Serde does serialization and serialization with many formats in Rust

Multiprocess communication is something that we found lacking in Python (we want everything to be easily pip installable) and we ended up using shared memory primitives, which is a lot of code to maintain.

What is the main roadblock for iceoryx2 Python bindings? Is it something you are looking for contributors for?

So far for this topic, we have only done some brief research on the options available to us, such us going over the C API or using something like PyO3.

What's the difference between iceoryx and iceoryx2? I don't want to use Rust and want to stick to C++ if possible.

With this release we have initial support for C and C++. Not all features of the Rust version are supported yet, but the plan is to finish the bindings with the next release. Furthermore, with an upcoming release we will make it trivial to communicate between Rust, C and C++ applications and all the other language bindings we are going to provide, with Python being probably the next one.

* All IPC resources are represented in the file system and have a global naming scheme. So if you would like to perform a service discovery, you take a look at the `/tmp/iceoryx2/services` list all service toml files that you are allowed to access and handle them.

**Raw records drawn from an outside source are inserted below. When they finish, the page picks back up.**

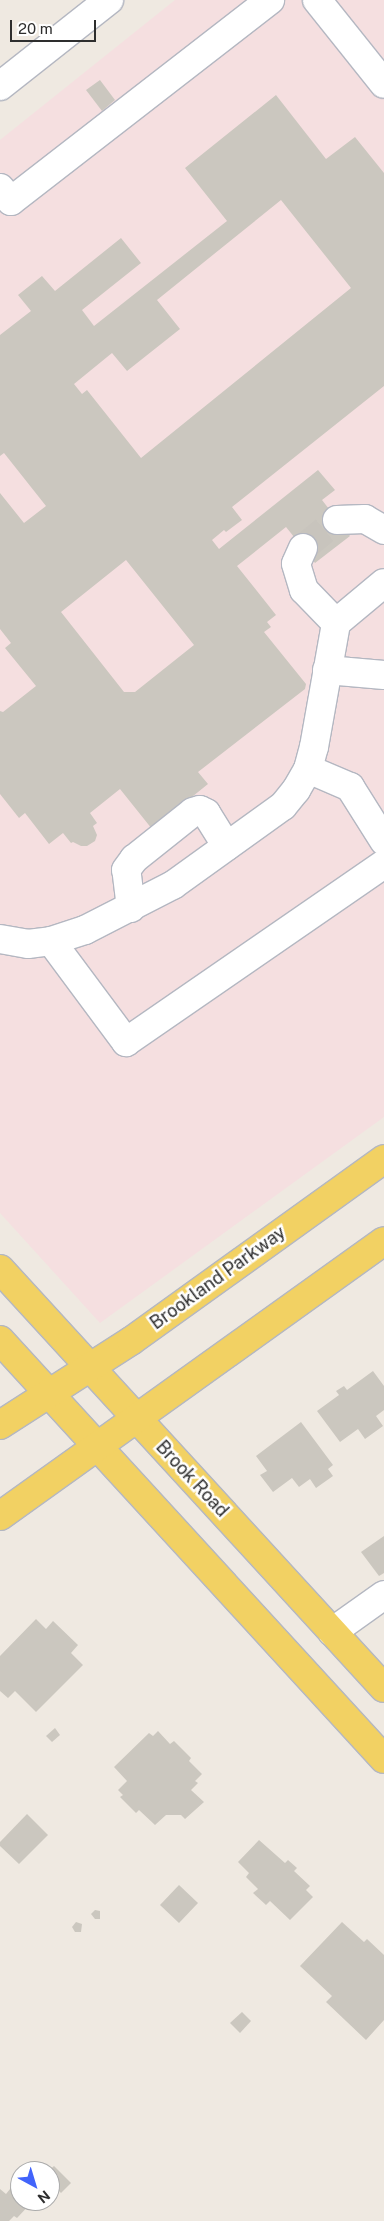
<!DOCTYPE html>
<style>
body{margin:0}
#map{position:relative;width:384px;height:2221px;overflow:hidden;background:#efe9e1;font-family:"Public Sans",sans-serif}
div>[style]{position:absolute}
.medical>*{inset:0;background:#f5dfe0}
.building>*{inset:0;background:#cbc7bf}
.minor-tunnel>*{height:28px;margin-top:-14px;transform-origin:0;background:repeating-linear-gradient(90deg,#c8c4bd 0 28px,transparent 0 42px)}
.roads{filter:drop-shadow(1px 0 #b4b7c1) drop-shadow(-1px 0 #b4b7c1) drop-shadow(0 1px #b4b7c1) drop-shadow(0 -1px #b4b7c1)}
.minor>*{height:28px;margin:-14px;padding:0 14px;transform-origin:14px;border-radius:14px;background:#fff}
.major>*{height:28px;margin:-14px;padding:0 14px;transform-origin:14px;border-radius:14px;background:#f2d163}
span{translate:-50% -50%;white-space:nowrap;text-align:center;line-height:1.15;-webkit-text-stroke:5px #fff;paint-order:stroke}
.street-label{font-size:18px;color:#2e2e2e}
.north{position:absolute;left:10px;top:2161px;width:50px;height:50px;box-sizing:border-box;background:#fff;border:1px solid #ababab;border-radius:50%;rotate:141deg;font-size:14px;font-weight:700;line-height:20px;text-align:center;color:#2e2e2e}
.north::after{content:'';display:block;margin:auto;width:18px;height:22px;background:#4264fb;clip-path:polygon(50% 0,100% 100%,50% 72%,0 100%)}
.scale{position:absolute;left:10px;top:20px;width:86px;height:22px;box-sizing:border-box;border:2px solid #2e2e2e;border-top:0;padding-left:6px;font-size:15px;line-height:18px;white-space:nowrap;color:#2e2e2e;-webkit-text-stroke:4px #fff;paint-order:stroke}
</style>
<div id="map">
<div class="medical">
<div style="clip-path:polygon(175px 0,384px 0,384px 1117px,100px 1323px,0 1213px,0 140px)"></div>
</div>
<div class="building">
<div style="clip-path:polygon(100px 80px,115px 100px,102px 111px,86px 90px)"></div>
<div style="clip-path:polygon(evenodd,276px 95px,326px 159px,355px 137px,384px 173px,384px 386px,232px 507px,242px 520px,226px 532px,224px 530px,212px 540px,219px 549px,318px 470px,335px 490px,322px 500px,350px 536px,315px 563px,286px 527px,237px 566px,276px 615px,267px 622px,271px 627px,264px 632px,306px 684px,305px 689px,198px 772px,208px 784px,152px 829px,120px 789px,90px 813px,97px 823px,93px 826px,97px 835px,95px 841px,87px 846px,81px 846px,73px 842px,71px 843px,63px 833px,49px 844px,25px 813px,19px 818px,0 794px,0 711px,3px 712px,36px 686px,5px 648px,11px 643px,0 629px,0 493px,24px 523px,46px 506px,4px 453px,0 456px,0 335px,31px 311px,18px 295px,42px 276px,55px 291px,121px 238px,141px 263px,82px 310px,94px 326px,227px 221px,185px 168px,276px 95px,281px 200px,351px 288px,141px 458px,87px 390px,82px 394px,74px 384px,112px 353px,127px 371px,180px 329px,157px 300px,281px 200px,276px 95px,126px 560px,194px 645px,135px 692px,124px 692px,61px 612px,126px 560px)"></div>
<div style="clip-path:polygon(373px 1371px,384px 1386px,384px 1410px,376px 1416px,383px 1426px,365px 1439px,358px 1429px,340px 1442px,317px 1411px,339px 1395px,336px 1391px,344px 1386px,347px 1390px)"></div>
<div style="clip-path:polygon(301px 1422px,333px 1465px,328px 1469px,333px 1476px,316px 1488px,310px 1479px,299px 1487px,292px 1478px,273px 1492px,260px 1475px,267px 1471px,256px 1456px)"></div>
<div style="clip-path:polygon(384px 1536px,384px 1573px,379px 1576px,361px 1552px)"></div>
<div style="clip-path:polygon(36px 1619px,46px 1629px,53px 1621px,78px 1645px,71px 1653px,83px 1665px,36px 1712px,15px 1691px,8px 1698px,0 1691px,0 1656px)"></div>
<div style="clip-path:polygon(55px 1728px,60px 1735px,52px 1742px,46px 1736px)"></div>
<div style="clip-path:polygon(158px 1731px,170px 1744px,174px 1741px,191px 1758px,189px 1761px,202px 1774px,195px 1781px,198px 1783px,191px 1790px,204px 1802px,185px 1819px,181px 1815px,166px 1815px,155px 1825px,139px 1810px,136px 1813px,120px 1797px,123px 1795px,118px 1790px,127px 1781px,114px 1767px,149px 1733px,153px 1736px)"></div>
<div style="clip-path:polygon(27px 1814px,48px 1835px,19px 1864px,0 1846px,0 1842px)"></div>
<div style="clip-path:polygon(259px 1840px,285px 1863px,288px 1860px,297px 1868px,294px 1871px,310px 1886px,306px 1890px,313px 1897px,290px 1920px,270px 1901px,266px 1905px,253px 1893px,258px 1889px,246px 1877px,249px 1873px,238px 1862px)"></div>
<div style="clip-path:polygon(179px 1885px,198px 1903px,179px 1923px,160px 1905px)"></div>
<div style="clip-path:polygon(95px 1910px,100px 1911px,100px 1919px,95px 1919px,91px 1914px)"></div>
<div style="clip-path:polygon(76px 1922px,82px 1924px,81px 1932px,75px 1932px,72px 1927px)"></div>
<div style="clip-path:polygon(342px 1922px,364px 1942px,367px 1939px,384px 1955px,384px 2020px,366px 2040px,326px 2002px,332px 1996px,300px 1966px)"></div>
<div style="clip-path:polygon(242px 2012px,251px 2021px,240px 2033px,230px 2023px)"></div>
<div style="clip-path:polygon(54px 2166px,71px 2183px,61px 2193px,50px 2182px,48px 2171px)"></div>
<div style="clip-path:polygon(14px 2184px,20px 2189px,20px 2201px,33px 2201px,17px 2218px,14px 2216px,9px 2221px,0 2221px,0 2189px,6px 2194px)"></div>
</div>
<div class="minor-tunnel">
<div style="left:303px;top:548px;width:44px;rotate:-39.5deg"></div>
</div>
<div class="roads">
<div class="minor">
<div style="left:317px;top:0;width:107px;rotate:51.4deg"></div>
<div style="left:0;top:86px;width:139px;rotate:-38.3deg"></div>
<div style="left:0;top:188px;width:17px;rotate:50deg"></div>
<div style="left:11px;top:201px;width:328px;rotate:-37.8deg"></div>
<div style="left:337px;top:520px;width:28px;rotate:-2deg"></div>
<div style="left:365px;top:519px;width:22px;rotate:30deg"></div>
<div style="left:303px;top:548px;width:17px;rotate:114deg"></div>
<div style="left:296px;top:564px;width:27px;rotate:73deg"></div>
<div style="left:304px;top:590px;width:46px;rotate:45.9deg"></div>
<div style="left:327px;top:670px;width:57px;rotate:5deg"></div>
<div style="left:308px;top:769px;width:46px;rotate:23.2deg"></div>
<div style="left:350px;top:787px;width:64px;rotate:57.8deg"></div>
<div style="left:131px;top:908px;width:38px;rotate:-97deg"></div>
<div style="left:126px;top:870px;width:14px;rotate:-54deg"></div>
<div style="left:134px;top:859px;width:75px;rotate:-38.5deg"></div>
<div style="left:193px;top:812px;width:7px;rotate:-16deg"></div>
<div style="left:200px;top:810px;width:7px;rotate:27deg"></div>
<div style="left:206px;top:813px;width:39px;rotate:58deg"></div>
<div style="left:0;top:939px;width:28px;rotate:10deg"></div>
<div style="left:28px;top:944px;width:23px;rotate:-7deg"></div>
<div style="left:51px;top:941px;width:36px;rotate:-18deg"></div>
<div style="left:85px;top:930px;width:99px;rotate:-27.1deg"></div>
<div style="left:173px;top:885px;width:135px;rotate:-35.7deg"></div>
<div style="left:283px;top:806px;width:21px;rotate:-51deg"></div>
<div style="left:296px;top:790px;width:24px;rotate:-60deg"></div>
<div style="left:308px;top:769px;width:23px;rotate:-75deg"></div>
<div style="left:314px;top:747px;width:126px;rotate:-79.9deg"></div>
<div style="left:336px;top:623px;width:62px;rotate:-39.8deg"></div>
<div style="left:51px;top:941px;width:126px;rotate:53.4deg"></div>
<div style="left:126px;top:1042px;width:313px;rotate:-34.6deg"></div>
<div style="left:332px;top:1632px;width:64px;rotate:-35.4deg"></div>
</div>
<div class="major">
<div style="left:0;top:1269px;width:568px;rotate:47.5deg"></div>
<div style="left:0;top:1340px;width:568px;rotate:47.5deg"></div>
<div style="left:0;top:1425px;width:156px;rotate:-32.7deg"></div>
<div style="left:131px;top:1341px;width:312px;rotate:-35.7deg"></div>
<div style="left:0;top:1516px;width:472px;rotate:-35.6deg"></div>
</div>
</div>
<div class="street-label">
<span style="left:218px;top:1278px;rotate:-36deg">Brookland Parkway</span>
<span style="left:192px;top:1479px;rotate:47deg">Brook Road</span>
</div>
<div class="north">N</div>
<div class="scale">20 m</div>
</div>
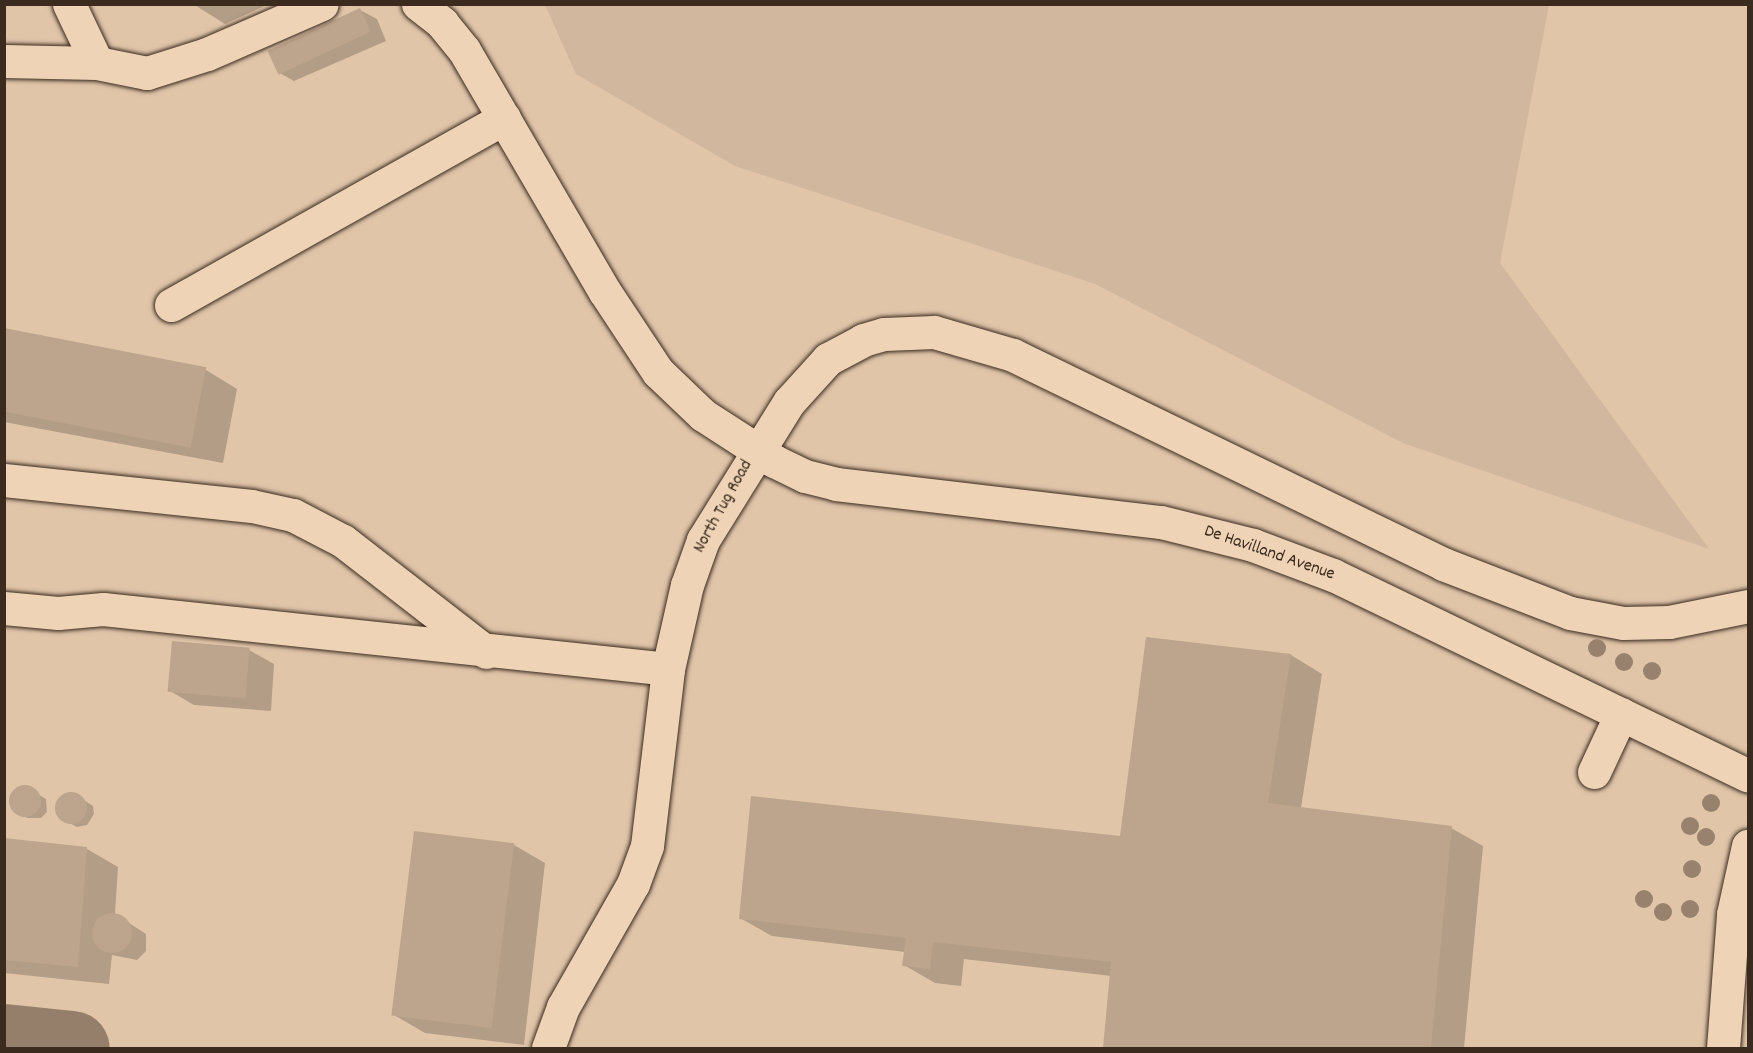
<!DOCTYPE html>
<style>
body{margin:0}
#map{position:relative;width:1753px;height:1053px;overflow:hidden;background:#efd3b6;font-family:Dekko,sans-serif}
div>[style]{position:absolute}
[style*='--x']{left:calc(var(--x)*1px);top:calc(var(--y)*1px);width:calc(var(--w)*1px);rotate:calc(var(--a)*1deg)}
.built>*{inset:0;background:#e0c5a9;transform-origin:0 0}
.green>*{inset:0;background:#d1b79d}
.shadow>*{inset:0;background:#0003}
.taxiway>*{height:75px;margin:-37.5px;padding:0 37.5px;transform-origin:37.5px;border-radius:37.5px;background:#957e6a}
.building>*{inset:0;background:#bda48c;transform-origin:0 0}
.round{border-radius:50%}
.roads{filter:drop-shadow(0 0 2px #3b2a1e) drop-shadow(0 0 2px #3b2a1e)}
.minor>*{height:33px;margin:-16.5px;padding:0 16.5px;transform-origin:16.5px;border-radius:16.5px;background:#efd3b6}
.trees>*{width:18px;height:18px;margin:-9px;border-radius:50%;background:#99826d}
span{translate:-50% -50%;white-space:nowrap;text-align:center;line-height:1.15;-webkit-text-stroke:4.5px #efd3b6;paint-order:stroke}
.street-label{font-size:18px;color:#3b2a1e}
.frame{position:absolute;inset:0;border:6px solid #3b2a1e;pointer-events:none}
</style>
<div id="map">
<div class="built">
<div style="left:5px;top:5px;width:1743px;height:1043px"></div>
</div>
<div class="green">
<div style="clip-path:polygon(545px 5px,1549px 5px,1500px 263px,1709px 549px,1403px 443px,1095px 284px,735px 166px,576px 74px)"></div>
</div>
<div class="shadow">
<div style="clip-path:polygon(193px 4px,269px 4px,225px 24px)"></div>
<div style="clip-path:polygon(360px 10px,377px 19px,386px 41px,294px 81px,278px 72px)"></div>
<div style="clip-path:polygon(4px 330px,206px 370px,237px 389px,223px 463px,4px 422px)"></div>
<div style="clip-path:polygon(249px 650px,274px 664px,271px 711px,194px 705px,170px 691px)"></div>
<div style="clip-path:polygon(1291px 655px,1322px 674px,1301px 808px,1451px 828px,1483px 846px,1464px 1048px,1104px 1048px,1111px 976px,964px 959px,961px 986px,935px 983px,904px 965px,905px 952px,772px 936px,740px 918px,1121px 837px)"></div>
<div style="clip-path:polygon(26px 787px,46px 799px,47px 812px,41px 818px,27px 818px,12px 806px,11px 797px,17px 789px)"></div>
<div style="clip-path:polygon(73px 793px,93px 806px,94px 814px,87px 825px,77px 827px,60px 818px,57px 803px,63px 795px)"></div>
<div style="clip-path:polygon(415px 833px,514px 845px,545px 863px,524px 1045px,425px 1033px,394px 1015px)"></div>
<div style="clip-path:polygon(4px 839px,87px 849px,118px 867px,115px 914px,146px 934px,146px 951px,137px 960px,112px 955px,109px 984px,4px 973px)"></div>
</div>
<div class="taxiway">
<div style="--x:4;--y:1041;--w:68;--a:5.9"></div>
</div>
<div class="building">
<div style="left:360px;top:8px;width:26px;height:102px;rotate:65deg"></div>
<div style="left:4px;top:328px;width:206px;height:82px;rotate:11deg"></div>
<div style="clip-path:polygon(1146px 637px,1291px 654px,1268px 803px,1452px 826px,1431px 1048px,1103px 1048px,1111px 962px,933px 942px,930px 969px,902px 966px,906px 938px,739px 919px,751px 796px,1120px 836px)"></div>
<div style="left:172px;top:641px;width:78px;height:51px;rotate:5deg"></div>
<div class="round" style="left:9px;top:785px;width:32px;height:32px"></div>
<div class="round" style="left:55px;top:792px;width:32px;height:32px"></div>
<div style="left:414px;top:831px;width:101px;height:186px;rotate:7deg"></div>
<div style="clip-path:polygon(4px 838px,87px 847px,78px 967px,4px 960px)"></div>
<div class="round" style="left:92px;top:913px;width:40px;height:40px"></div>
</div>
<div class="roads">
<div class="minor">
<div style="--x:69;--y:4;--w:65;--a:64.6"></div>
<div style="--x:418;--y:4;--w:31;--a:38"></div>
<div style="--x:442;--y:23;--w:35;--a:51"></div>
<div style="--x:464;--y:50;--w:280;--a:59.8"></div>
<div style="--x:605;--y:292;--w:96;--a:56.5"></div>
<div style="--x:658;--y:372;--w:62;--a:43.7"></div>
<div style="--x:703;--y:415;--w:85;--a:32.9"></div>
<div style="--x:774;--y:461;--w:34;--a:26"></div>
<div style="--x:805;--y:476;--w:32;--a:14"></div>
<div style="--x:836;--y:484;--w:327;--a:6.7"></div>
<div style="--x:1161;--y:522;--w:95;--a:14"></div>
<div style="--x:1253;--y:545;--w:85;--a:20.6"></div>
<div style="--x:1333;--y:575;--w:461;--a:25.8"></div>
<div style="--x:4;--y:61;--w:93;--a:1.2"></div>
<div style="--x:97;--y:63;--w:51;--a:11.3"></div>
<div style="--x:147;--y:73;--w:63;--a:-17.6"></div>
<div style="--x:207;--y:54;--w:125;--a:-23.5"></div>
<div style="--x:171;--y:305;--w:382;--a:-29.3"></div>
<div style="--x:4;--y:480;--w:249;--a:6"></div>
<div style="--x:252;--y:506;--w:42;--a:12.4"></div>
<div style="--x:293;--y:515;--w:56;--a:27.5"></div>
<div style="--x:343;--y:541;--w:181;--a:37.8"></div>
<div style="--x:4;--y:608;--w:54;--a:5.3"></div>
<div style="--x:58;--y:613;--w:45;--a:-5.1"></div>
<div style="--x:103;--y:609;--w:568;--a:6.06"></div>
<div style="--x:1594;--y:772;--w:64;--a:-65"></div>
<div style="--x:548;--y:1048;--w:44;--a:-69.9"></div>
<div style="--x:563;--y:1007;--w:142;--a:-60.4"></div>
<div style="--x:633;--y:884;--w:40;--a:-69.8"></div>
<div style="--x:647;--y:846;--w:178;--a:-83.2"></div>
<div style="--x:668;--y:669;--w:86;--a:-77.3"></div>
<div style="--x:687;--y:585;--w:48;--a:-70.4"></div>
<div style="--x:703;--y:540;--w:163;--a:-58.1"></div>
<div style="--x:789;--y:402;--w:58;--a:-47.8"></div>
<div style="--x:828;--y:359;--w:40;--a:-28"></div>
<div style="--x:863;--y:340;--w:22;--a:-16"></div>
<div style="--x:884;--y:334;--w:50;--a:-2.3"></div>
<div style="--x:934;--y:332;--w:82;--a:16.2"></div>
<div style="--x:1013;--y:355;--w:478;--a:25.9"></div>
<div style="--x:1443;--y:564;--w:136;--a:21.1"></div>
<div style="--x:1570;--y:613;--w:54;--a:10.7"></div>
<div style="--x:1623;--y:623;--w:46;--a:-1.2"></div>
<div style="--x:1669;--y:622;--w:81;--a:-11.4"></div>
<div style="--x:1723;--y:1048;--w:134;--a:-85.7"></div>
<div style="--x:1733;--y:914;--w:70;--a:-77.6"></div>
</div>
</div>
<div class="trees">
<div style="left:1597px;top:648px"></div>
<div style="left:1624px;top:662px"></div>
<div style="left:1652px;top:671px"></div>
<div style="left:1711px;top:803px"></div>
<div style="left:1690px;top:826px"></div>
<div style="left:1706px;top:837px"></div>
<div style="left:1692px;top:869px"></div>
<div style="left:1644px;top:899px"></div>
<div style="left:1690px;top:909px"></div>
<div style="left:1663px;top:912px"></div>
</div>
<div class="street-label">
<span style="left:724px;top:507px;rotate:-61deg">North Tug Road</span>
<span style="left:1269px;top:554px;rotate:19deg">De Havilland Avenue</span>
</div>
<div class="frame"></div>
</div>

* Connecting to a service means, under the hood, opening a specific shared memory identified via a naming scheme, adding yourself to the participant list, and receiving/sending data.

* Crashing/resource cleanup is done decentrally by every process that has the permissions to perform them.

* In a central/broker architecture you would have the central broker that checks this in a loop.

* In a decentralized architecture, we defined certain sync points where this is checked. These points are placed so that you check the misbehavior before it would affect you. For instance, when a sender shall send you a message every second but you do not receive it, you would actively check if it is still alive. Other sync points are, when an iceoryx2 node is created or you connect or disconnect to a service.

The main point is that the API is decentralized but you can always use it in a central daemon if you like - but you don't have to. It is optional.

(1) I'm referring to automatic refcounting of shm segments using posix shm (not sys v!) when the last process dies or unmaps

> want to stick to C++ if possible

The answer to that concern is in the title of the submission.

What are you needing request-response for?

We aim to support Windows so iceoryx2 can be used safely and securely in a desktop environment.